Recommender systems are a cornerstone of modern information retrieval, providing personalized suggestions to users. This project implements a recommender system for Wikipedia, one of the largest and most frequently accessed online encyclopedias.

The system recommends relevant Wikipedia articles based on the content of a selected page. By leveraging Wikipedia's hyperlink structure and textual content, it identifies articles with thematic or topical similarities, making it a valuable tool for education, research, and knowledge exploration.

Using web scraping, text preprocessing, and machine learning techniques, articles are represented numerically with the Term Frequency-Inverse Document Frequency (TF-IDF) method. Recommendations are generated by calculating cosine similarity between the input article and a dataset of pre-scraped pages.

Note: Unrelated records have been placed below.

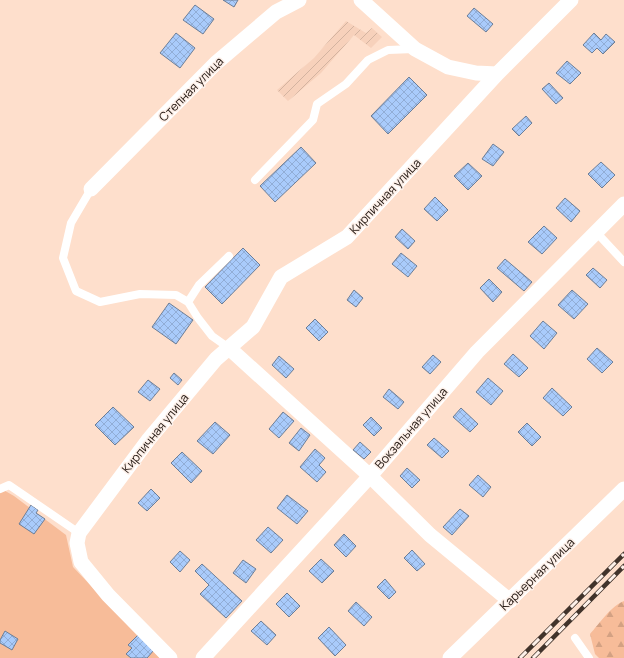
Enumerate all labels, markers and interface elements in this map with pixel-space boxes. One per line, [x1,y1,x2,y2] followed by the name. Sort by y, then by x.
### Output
[155,53,227,125] street label: Степная улица
[345,154,425,238] street label: Кирпичная улица
[371,384,451,472] street label: Вокзальная улица
[118,390,192,476] street label: Кирпичная улица
[496,534,578,614] street label: Карьерная улица

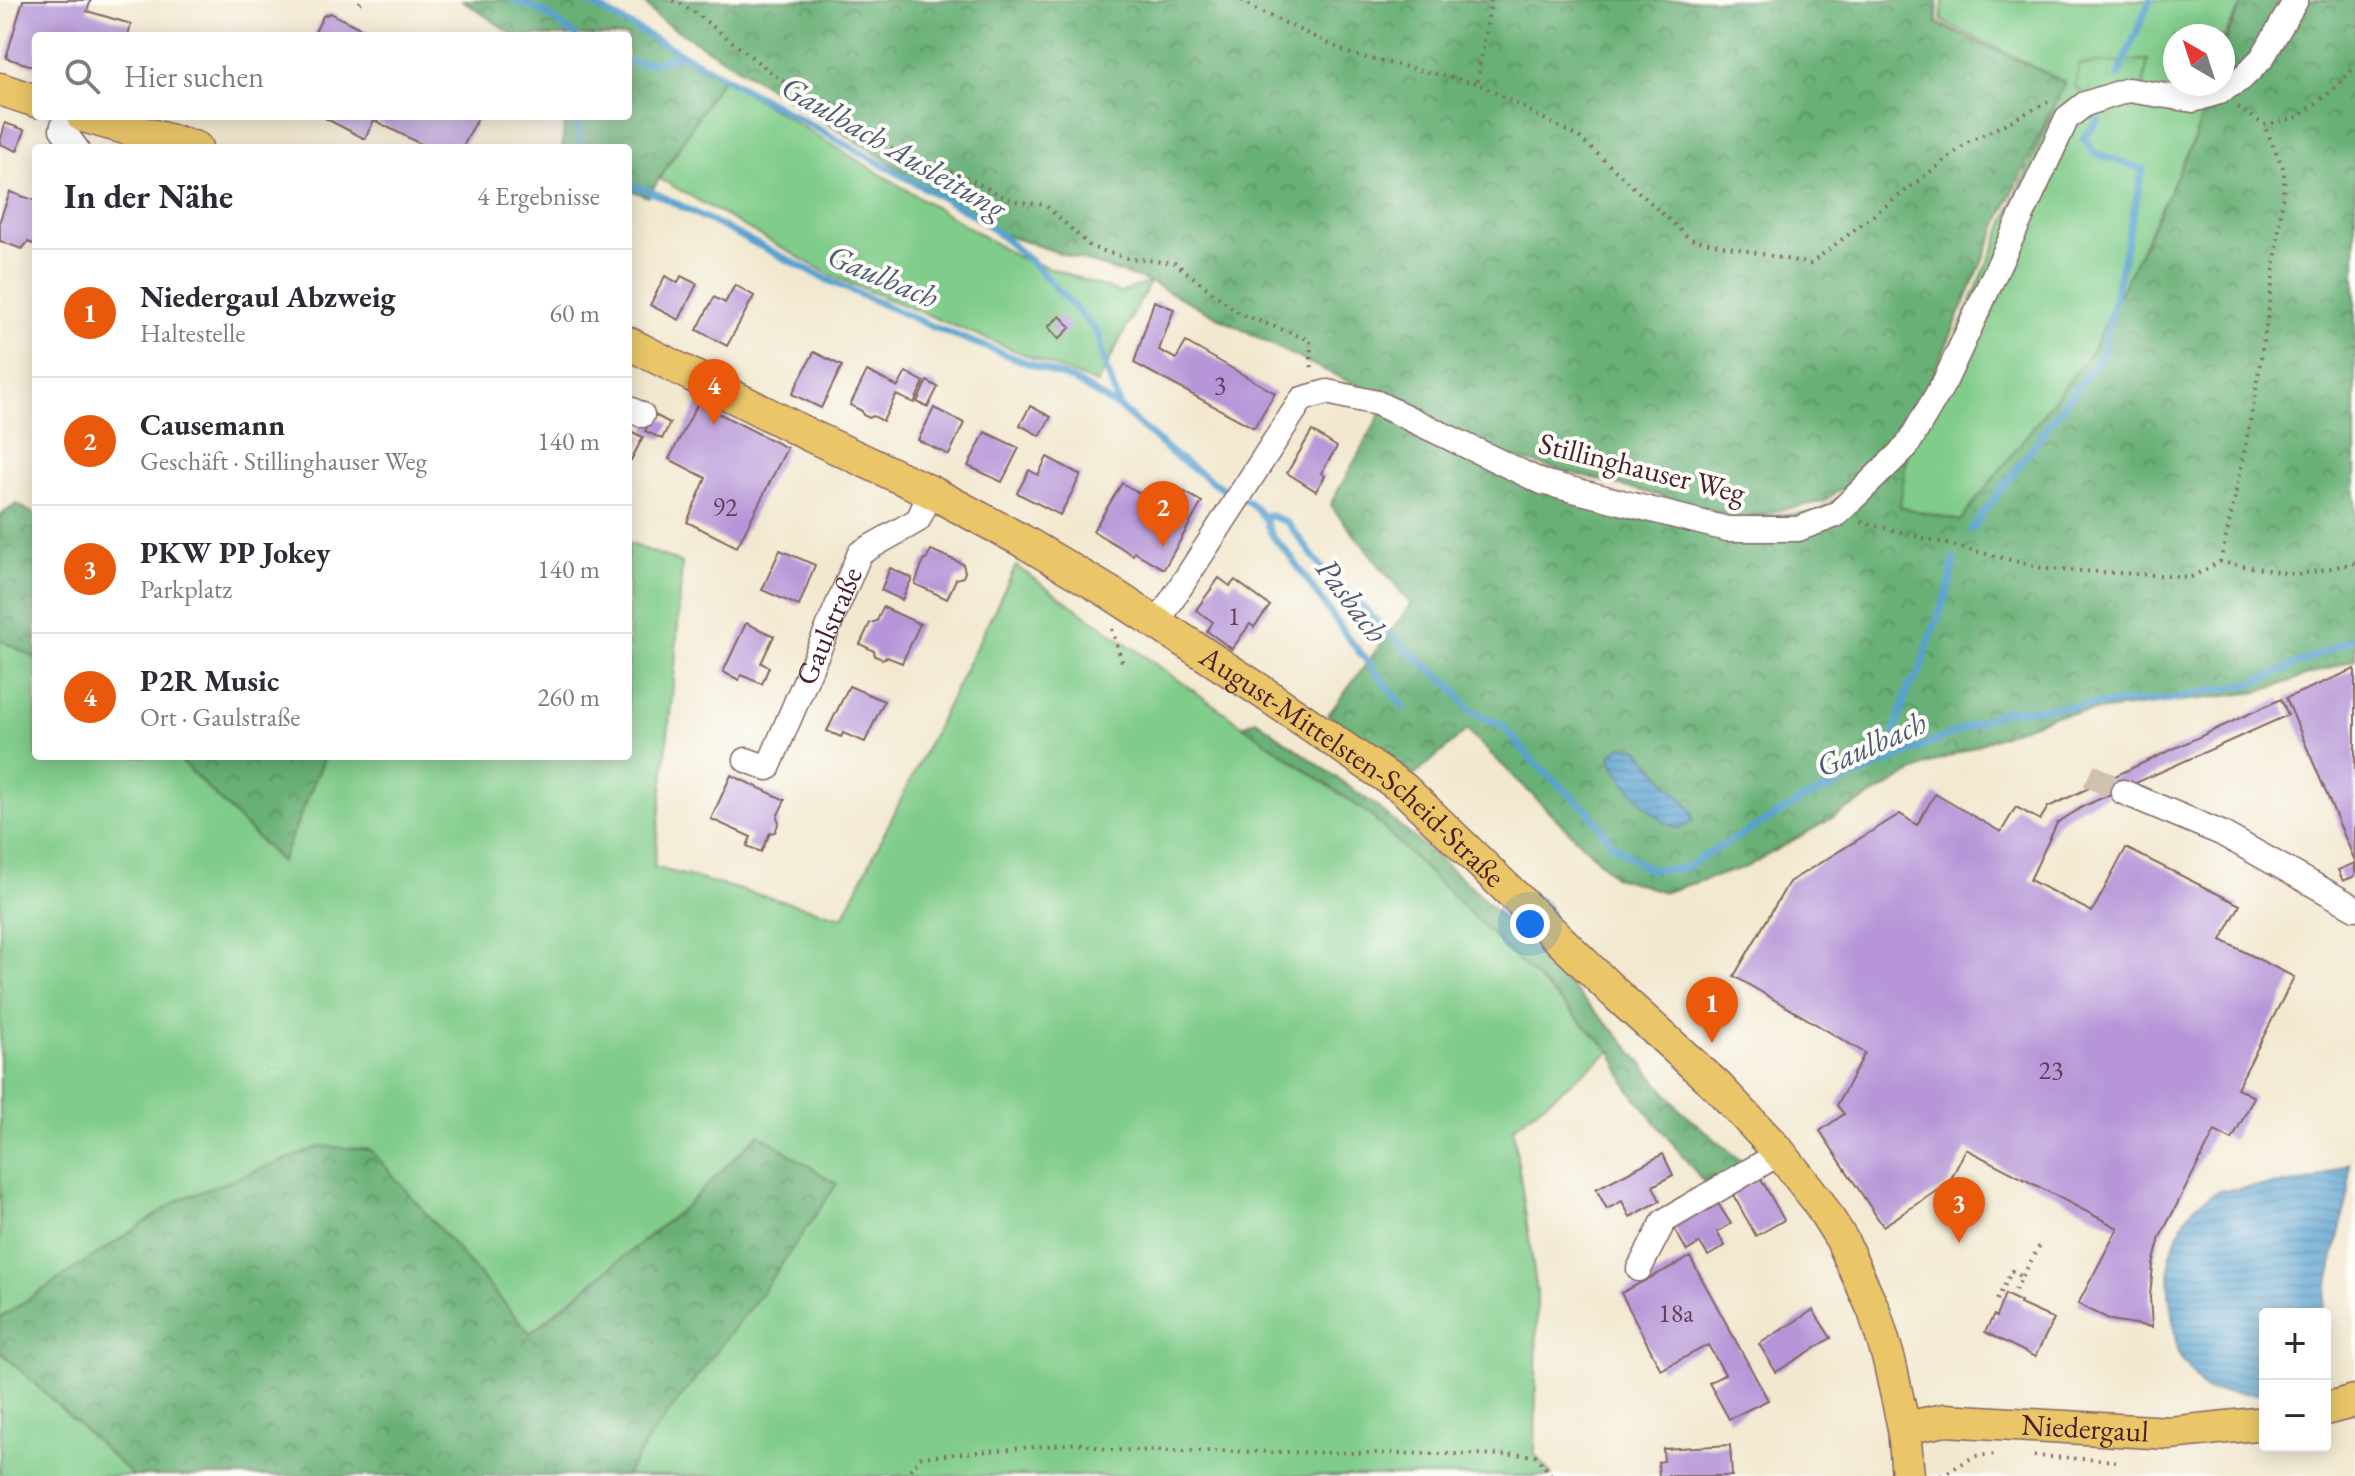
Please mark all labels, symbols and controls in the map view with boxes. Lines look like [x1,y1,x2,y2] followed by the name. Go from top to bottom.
[2163,24,2235,96] north arrow
[32,32,632,120] search box
[60,54,104,98] icon: search
[124,57,264,96] text: Hier suchen
[774,65,1016,229] water label: Gaulbach Ausleitung
[64,174,233,218] text: In der Nähe
[477,179,600,213] text: 4 Ergebnisse
[821,234,945,318] water label: Gaulbach
[140,277,396,316] text: Niedergaul Abzweig
[83,296,97,330] text: 1
[550,296,600,330] text: 60 m
[140,316,245,350] text: Haltestelle
[688,359,740,425] pin: 4
[1214,368,1226,402] house number: 3
[140,405,285,444] text: Causemann
[1535,423,1750,512] street label: Stillinghauser Weg
[83,424,97,458] text: 2
[537,424,600,458] text: 140 m
[140,444,427,478] text: Geschäft · Stillinghauser Weg
[1137,481,1189,547] pin: 2
[713,490,738,524] house number: 92
[140,533,330,572] text: PKW PP Jokey
[1306,549,1398,651] water label: Pasbach
[83,552,97,586] text: 3
[537,552,600,586] text: 140 m
[786,561,871,691] street label: Gaulstraße
[140,572,232,606] text: Parkplatz
[1228,599,1240,633] house number: 1
[1192,636,1514,895] street label: August-Mittelsten-Scheid-Straße
[140,661,279,700] text: P2R Music
[83,680,97,714] text: 4
[537,680,600,714] text: 260 m
[140,700,300,734] text: Ort · Gaulstraße
[1809,701,1933,787] water label: Gaulbach
[1510,904,1550,944] your location
[1686,977,1738,1043] pin: 1
[2039,1053,2063,1087] house number: 23
[1933,1177,1985,1243] pin: 3
[1658,1296,1694,1330] house number: 18a
[2259,1308,2331,1452] map controls
[2259,1308,2331,1380] button: +
[2259,1380,2331,1452] button: −
[2020,1404,2150,1451] street label: Niedergaul

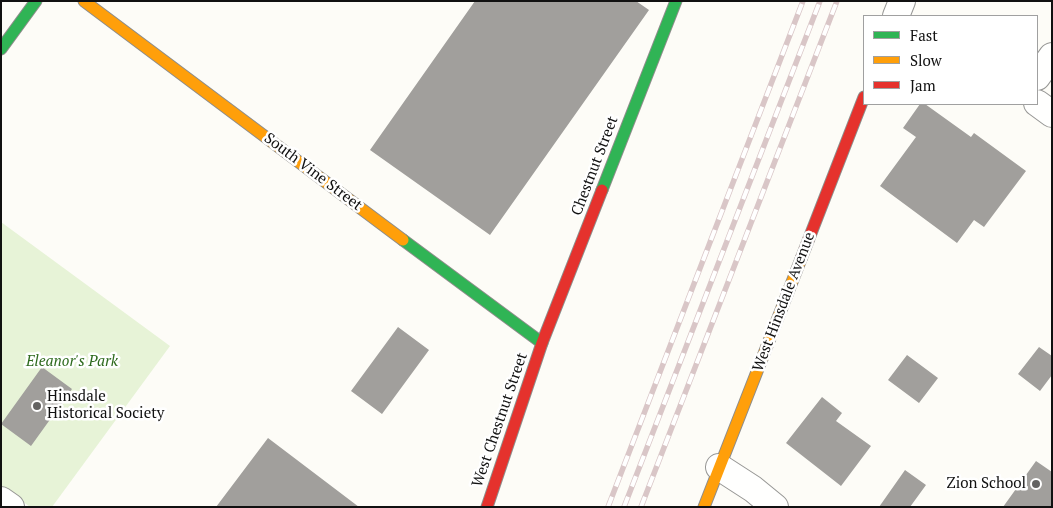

This repository provides the full implementation, enabling users to explore and extend the recommender system for their needs. For more information, please refer to our report.

Setup

To get started with the Wikipedia Recommender System project, follow these steps:

1. Clone the repository

First, clone the repository to your local machine:

git clone https://github.com/MichalRedm/wikipedia-recommender-system.git
cd wikipedia-recommender-system

2. Create a Python Virtual Environment

It’s recommended to use a virtual environment to manage dependencies and avoid conflicts with other projects. Here’s how to create and activate a virtual environment:

On Windows:

python -m venv venv
venv\Scripts\activate

On macOS/Linux:

python3 -m venv venv
source venv/bin/activate

3. Install the package

Since the package is not published on PyPI, install it directly from the local source:

pip install .

This will install the Wikipedia Recommender System package along with its dependencies.

4. Verify installation

To verify that the package has been installed correctly, try running Python and importing the package:

python
>>> from wikirecommender import WikipediaRecommender
>>> print(WikipediaRecommender)

You should see the class definition or a similar output indicating the package is ready to use.

Usage

Here’s a guide on how to use the WikipediaRecommender class to load articles, generate recommendations, and save or load the recommender system.

Basic Example

from wikirecommender import WikipediaRecommender

url = "https://en.wikipedia.org/wiki/Python_(programming_language)"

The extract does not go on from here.